:: Task details ::
Output exactly the lines from the first line of the records below through the line containing "translate:-50% -50%; white-space:nowrap;", both included, leaving out any pictures.

:: Given records ::
•••••
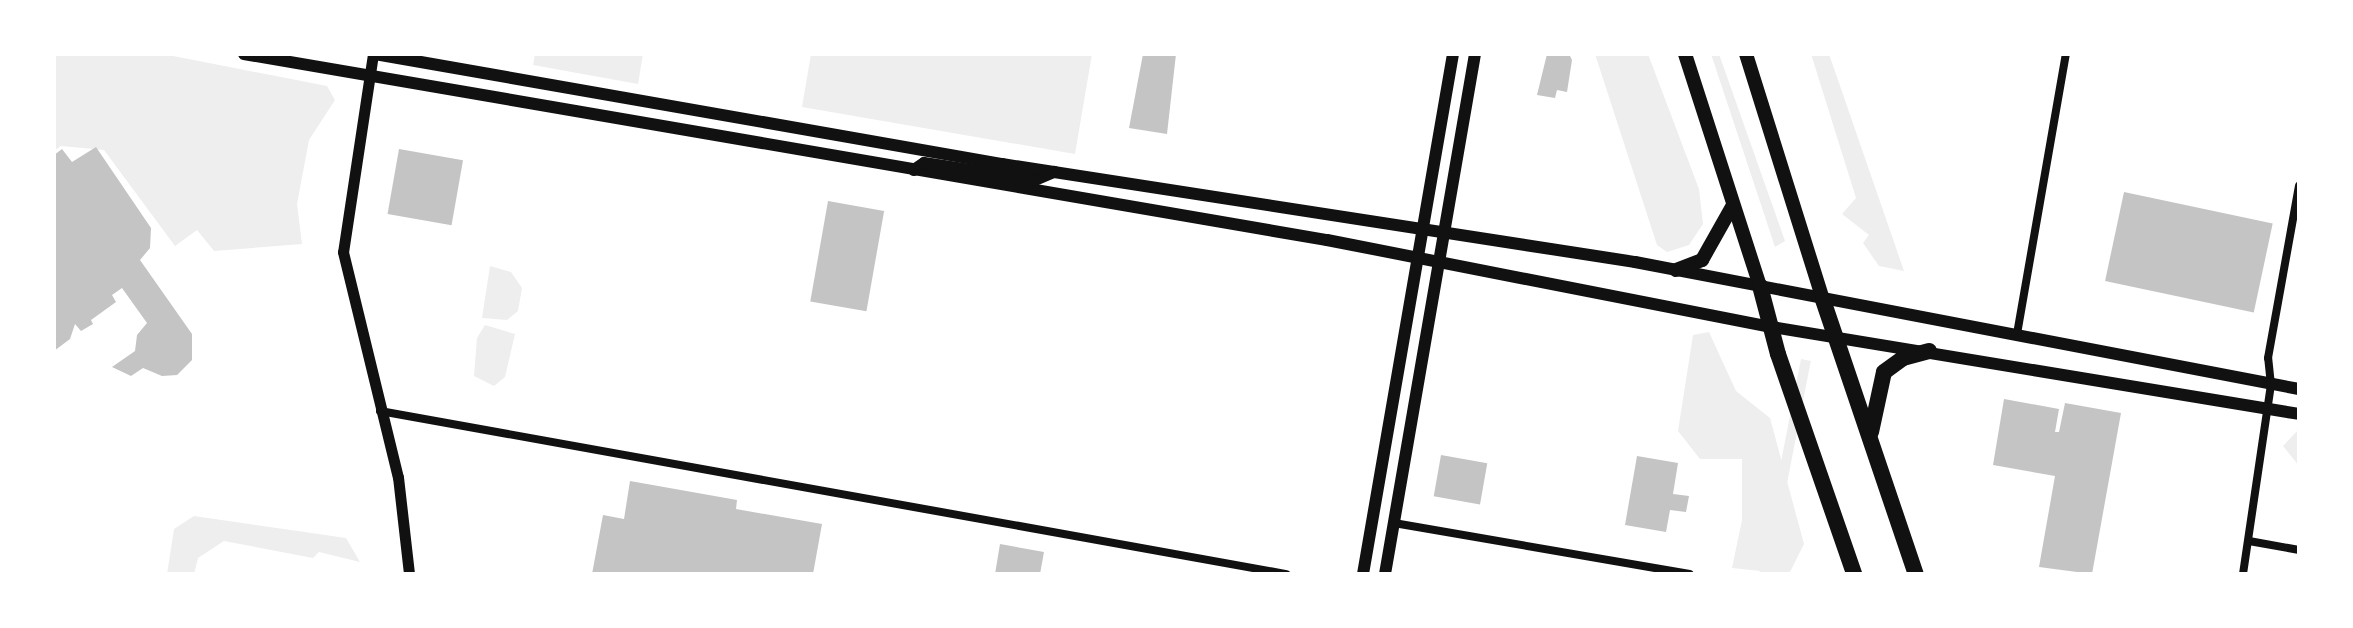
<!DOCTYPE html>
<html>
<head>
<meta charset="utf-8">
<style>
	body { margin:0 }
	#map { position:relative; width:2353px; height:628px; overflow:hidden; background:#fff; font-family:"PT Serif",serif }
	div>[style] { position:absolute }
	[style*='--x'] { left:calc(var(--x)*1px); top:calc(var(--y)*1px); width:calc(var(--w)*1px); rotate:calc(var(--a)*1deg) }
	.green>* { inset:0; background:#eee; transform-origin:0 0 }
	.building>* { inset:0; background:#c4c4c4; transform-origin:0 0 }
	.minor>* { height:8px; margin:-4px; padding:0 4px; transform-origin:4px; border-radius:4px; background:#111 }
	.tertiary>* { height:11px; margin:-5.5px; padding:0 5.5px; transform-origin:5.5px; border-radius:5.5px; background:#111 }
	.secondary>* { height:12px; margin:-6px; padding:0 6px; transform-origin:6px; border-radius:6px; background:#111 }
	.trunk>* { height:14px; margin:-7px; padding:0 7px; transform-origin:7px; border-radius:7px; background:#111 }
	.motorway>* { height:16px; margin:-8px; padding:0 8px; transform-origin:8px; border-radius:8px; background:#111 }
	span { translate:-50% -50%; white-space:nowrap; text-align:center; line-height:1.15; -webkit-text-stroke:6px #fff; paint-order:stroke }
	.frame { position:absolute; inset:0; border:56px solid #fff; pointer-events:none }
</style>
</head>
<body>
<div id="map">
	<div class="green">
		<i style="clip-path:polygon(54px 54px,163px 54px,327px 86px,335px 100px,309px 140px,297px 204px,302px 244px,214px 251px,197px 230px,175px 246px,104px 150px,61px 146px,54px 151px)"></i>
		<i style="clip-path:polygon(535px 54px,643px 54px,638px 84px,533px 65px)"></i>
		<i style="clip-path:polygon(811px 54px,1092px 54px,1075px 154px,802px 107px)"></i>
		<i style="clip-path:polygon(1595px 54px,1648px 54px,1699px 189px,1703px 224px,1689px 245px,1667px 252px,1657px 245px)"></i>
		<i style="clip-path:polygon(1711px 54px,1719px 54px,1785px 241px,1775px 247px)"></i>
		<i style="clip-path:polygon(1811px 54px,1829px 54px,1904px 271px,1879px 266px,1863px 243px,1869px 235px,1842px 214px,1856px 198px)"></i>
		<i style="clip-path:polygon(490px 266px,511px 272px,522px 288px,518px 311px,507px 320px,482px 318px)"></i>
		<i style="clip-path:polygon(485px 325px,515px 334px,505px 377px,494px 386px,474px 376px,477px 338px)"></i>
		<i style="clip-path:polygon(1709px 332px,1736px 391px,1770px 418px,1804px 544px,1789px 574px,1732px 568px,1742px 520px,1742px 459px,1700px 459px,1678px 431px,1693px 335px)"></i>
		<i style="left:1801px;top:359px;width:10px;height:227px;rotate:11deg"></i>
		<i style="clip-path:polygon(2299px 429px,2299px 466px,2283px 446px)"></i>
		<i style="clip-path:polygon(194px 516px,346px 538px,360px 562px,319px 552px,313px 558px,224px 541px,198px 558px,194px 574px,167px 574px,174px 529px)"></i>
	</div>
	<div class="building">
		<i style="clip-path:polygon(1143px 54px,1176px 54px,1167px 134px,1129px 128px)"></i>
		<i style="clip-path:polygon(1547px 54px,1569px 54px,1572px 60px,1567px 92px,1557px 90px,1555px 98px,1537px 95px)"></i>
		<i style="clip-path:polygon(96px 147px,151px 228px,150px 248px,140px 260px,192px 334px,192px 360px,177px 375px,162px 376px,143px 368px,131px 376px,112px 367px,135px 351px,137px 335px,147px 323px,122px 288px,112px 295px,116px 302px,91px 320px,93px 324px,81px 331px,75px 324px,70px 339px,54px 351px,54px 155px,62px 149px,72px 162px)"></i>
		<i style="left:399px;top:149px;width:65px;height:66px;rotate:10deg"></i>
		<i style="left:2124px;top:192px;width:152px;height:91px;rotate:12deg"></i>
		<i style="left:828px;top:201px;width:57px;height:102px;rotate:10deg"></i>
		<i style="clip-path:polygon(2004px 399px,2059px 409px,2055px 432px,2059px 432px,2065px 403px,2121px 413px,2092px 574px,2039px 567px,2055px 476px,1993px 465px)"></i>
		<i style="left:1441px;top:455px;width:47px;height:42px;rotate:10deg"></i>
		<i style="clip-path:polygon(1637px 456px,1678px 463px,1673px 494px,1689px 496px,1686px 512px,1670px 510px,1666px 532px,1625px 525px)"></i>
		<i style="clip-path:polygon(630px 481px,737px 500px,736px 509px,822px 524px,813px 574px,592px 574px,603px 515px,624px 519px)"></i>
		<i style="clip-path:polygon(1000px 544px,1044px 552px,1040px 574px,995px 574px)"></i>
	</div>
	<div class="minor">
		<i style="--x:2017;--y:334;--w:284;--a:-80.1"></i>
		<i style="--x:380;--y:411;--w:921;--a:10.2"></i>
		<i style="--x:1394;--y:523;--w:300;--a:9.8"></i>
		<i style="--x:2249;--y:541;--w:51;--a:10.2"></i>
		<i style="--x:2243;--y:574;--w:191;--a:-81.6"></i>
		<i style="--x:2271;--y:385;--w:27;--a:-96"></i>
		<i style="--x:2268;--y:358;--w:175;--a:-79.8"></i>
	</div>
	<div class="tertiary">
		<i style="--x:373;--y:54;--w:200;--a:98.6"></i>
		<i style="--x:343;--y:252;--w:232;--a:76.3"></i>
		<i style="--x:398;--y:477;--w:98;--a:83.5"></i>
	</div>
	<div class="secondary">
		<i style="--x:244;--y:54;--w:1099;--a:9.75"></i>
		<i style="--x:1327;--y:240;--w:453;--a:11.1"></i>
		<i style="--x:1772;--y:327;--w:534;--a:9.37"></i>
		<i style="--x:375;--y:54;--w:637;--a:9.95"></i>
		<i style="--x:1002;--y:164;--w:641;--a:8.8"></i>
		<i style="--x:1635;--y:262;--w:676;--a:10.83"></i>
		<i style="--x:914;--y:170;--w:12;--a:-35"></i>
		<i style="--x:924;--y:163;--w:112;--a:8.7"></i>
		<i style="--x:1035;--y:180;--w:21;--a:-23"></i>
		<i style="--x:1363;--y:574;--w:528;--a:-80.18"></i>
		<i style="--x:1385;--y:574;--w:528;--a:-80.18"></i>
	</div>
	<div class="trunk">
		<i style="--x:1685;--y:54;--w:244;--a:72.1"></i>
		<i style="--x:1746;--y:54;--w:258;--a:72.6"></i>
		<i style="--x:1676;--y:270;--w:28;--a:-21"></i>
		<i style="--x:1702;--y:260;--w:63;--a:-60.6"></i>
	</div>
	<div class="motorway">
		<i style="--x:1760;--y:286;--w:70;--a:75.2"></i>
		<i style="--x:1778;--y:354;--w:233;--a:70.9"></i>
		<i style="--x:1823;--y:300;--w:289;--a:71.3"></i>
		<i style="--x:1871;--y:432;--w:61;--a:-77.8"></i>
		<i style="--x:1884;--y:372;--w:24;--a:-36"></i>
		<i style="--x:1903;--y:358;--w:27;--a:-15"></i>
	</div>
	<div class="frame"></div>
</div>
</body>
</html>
•••••
:: Exercise output ::
<!DOCTYPE html>
<html>
<head>
<meta charset="utf-8">
<style>
	body { margin:0 }
	#map { position:relative; width:2353px; height:628px; overflow:hidden; background:#fff; font-family:"PT Serif",serif }
	div>[style] { position:absolute }
	[style*='--x'] { left:calc(var(--x)*1px); top:calc(var(--y)*1px); width:calc(var(--w)*1px); rotate:calc(var(--a)*1deg) }
	.green>* { inset:0; background:#eee; transform-origin:0 0 }
	.building>* { inset:0; background:#c4c4c4; transform-origin:0 0 }
	.minor>* { height:8px; margin:-4px; padding:0 4px; transform-origin:4px; border-radius:4px; background:#111 }
	.tertiary>* { height:11px; margin:-5.5px; padding:0 5.5px; transform-origin:5.5px; border-radius:5.5px; background:#111 }
	.secondary>* { height:12px; margin:-6px; padding:0 6px; transform-origin:6px; border-radius:6px; background:#111 }
	.trunk>* { height:14px; margin:-7px; padding:0 7px; transform-origin:7px; border-radius:7px; background:#111 }
	.motorway>* { height:16px; margin:-8px; padding:0 8px; transform-origin:8px; border-radius:8px; background:#111 }
	span { translate:-50% -50%; white-space:nowrap; text-align:center; line-height:1.15; -webkit-text-stroke:6px #fff; paint-order:stroke }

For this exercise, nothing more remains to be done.